La conferma di aver imboccato la strada giusta arriva da due direzioni opposte, ma allo stesso modo necessarie. C’è il lato emotivo, capace di curare ferite fisiche: «Mi arrivano messaggi di lettori che lottano contro malattie difficili e mi dicono che i miei libri li stanno aiutando a superare quei momenti». E poi c’è il lato della consapevolezza professionale, quello più “freddo” ma altrettanto fondamentale: «È ciò che mi permette di dedicarmi a tempo pieno alla scrittura; oggi scrivo romanzi perché, grazie a loro, posso vivere di questo».
Il percorso di Marilena Barbagallo restituisce l’immagine di chi ha saputo trasformare un vagito solitario in una realtà concreta.
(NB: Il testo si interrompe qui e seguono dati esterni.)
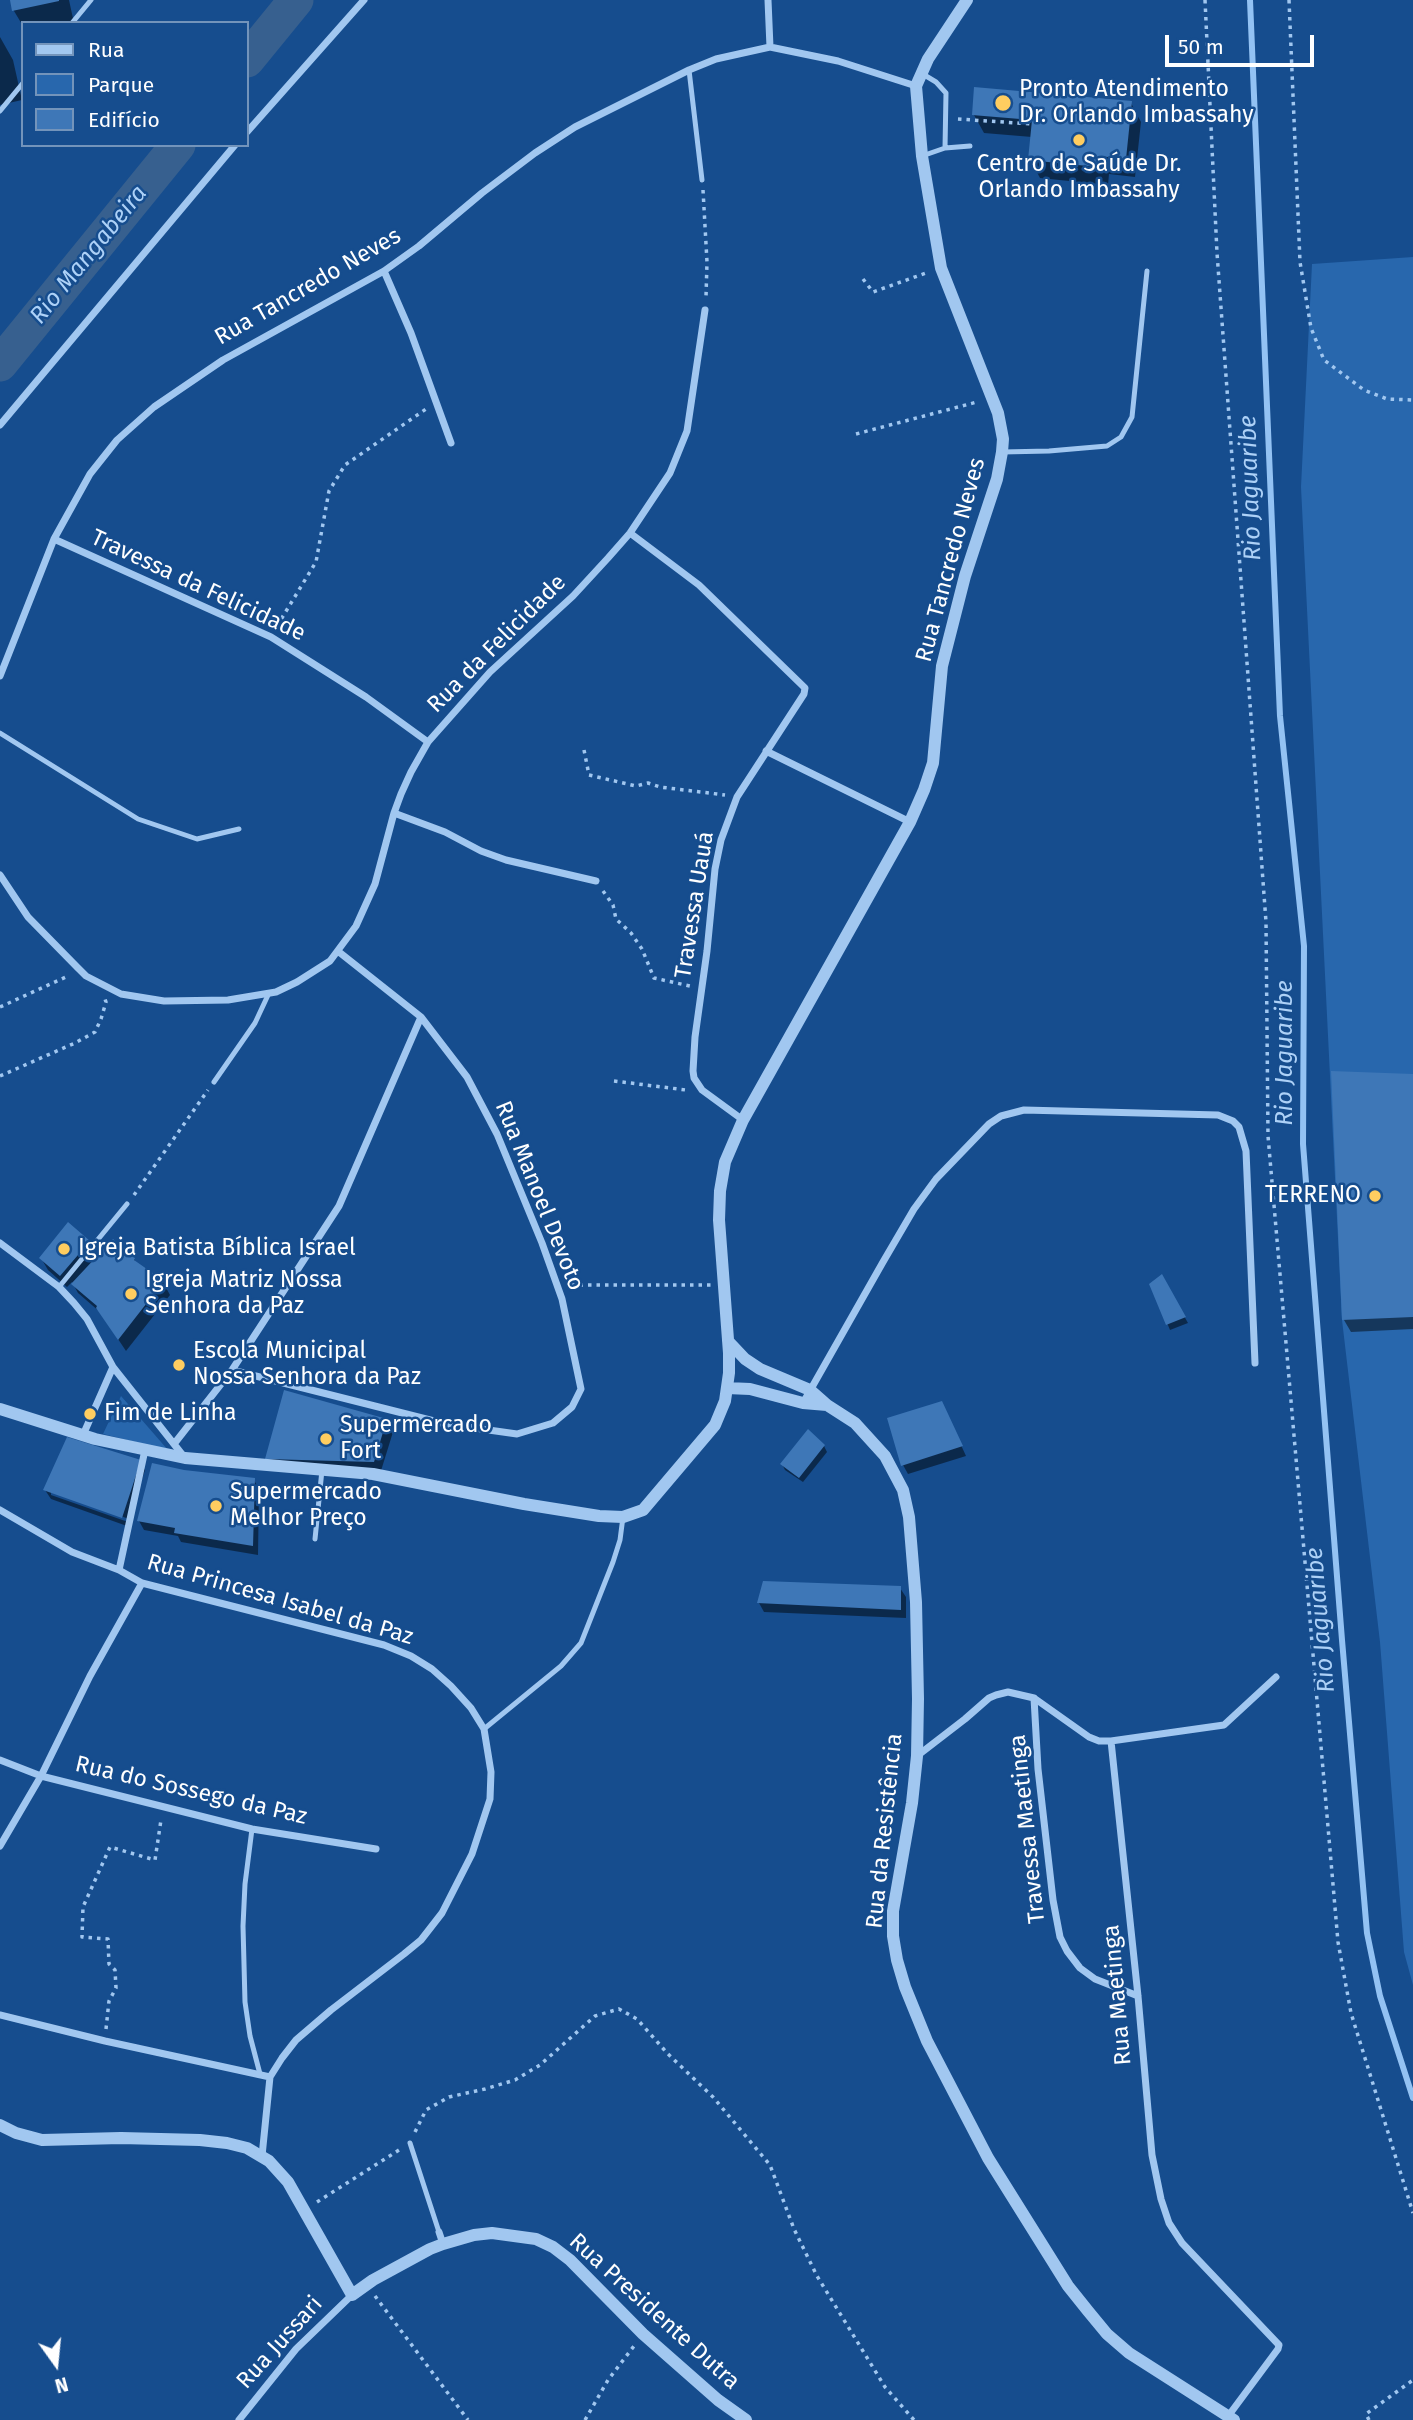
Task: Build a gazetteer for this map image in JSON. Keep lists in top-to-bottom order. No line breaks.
{"streets":{"street":["Rua Tancredo Neves","Travessa da Felicidade","Rua da Felicidade","Travessa Uauá","Rua Manoel Devoto","Rua Princesa Isabel da Paz","Rua do Sossego da Paz","Travessa Maetinga","Rua da Resistência","Rua Maetinga","Rua Presidente Dutra","Rua Jussari"]},"crossings":[["Rua Tancredo Neves","Travessa da Felicidade"],["Rua Tancredo Neves","Rua da Resistência"],["Travessa da Felicidade","Rua da Felicidade"],["Rua da Felicidade","Travessa Uauá"],["Rua da Felicidade","Rua Manoel Devoto"],["Travessa Maetinga","Rua Maetinga"],["Rua da Resistência","Rua Maetinga"],["Rua Presidente Dutra","Rua Jussari"]],"water":["Rio Mangabeira","Rio Jaguaribe"],"places":["Pronto Atendimento Dr. Orlando Imbassahy","Centro de Saúde Dr. Orlando Imbassahy","TERRENO","Igreja Batista Bíblica Israel","Igreja Matriz Nossa Senhora da Paz","Escola Municipal Nossa Senhora da Paz","Fim de Linha","Supermercado Fort","Supermercado Melhor Preço"],"legend":["Rua","Parque","Edifício"],"scale_bar":"50 m","north":"bottom"}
Al di là dei numeri e dei successi, rimane la storia di una donna che ha trovato nella propria determinazione la chiave per costruire un destino diverso da quello pianificato tra i banchi di scuola.
Una dimostrazione di come la passione sia sempre capace di superare ogni confine.


Linguaggio sempre efficace, capace di cogliere l’anima delle persone. Leggere i tuoi articoli è sempre piacevole e arricchente. Bravo Dilillo.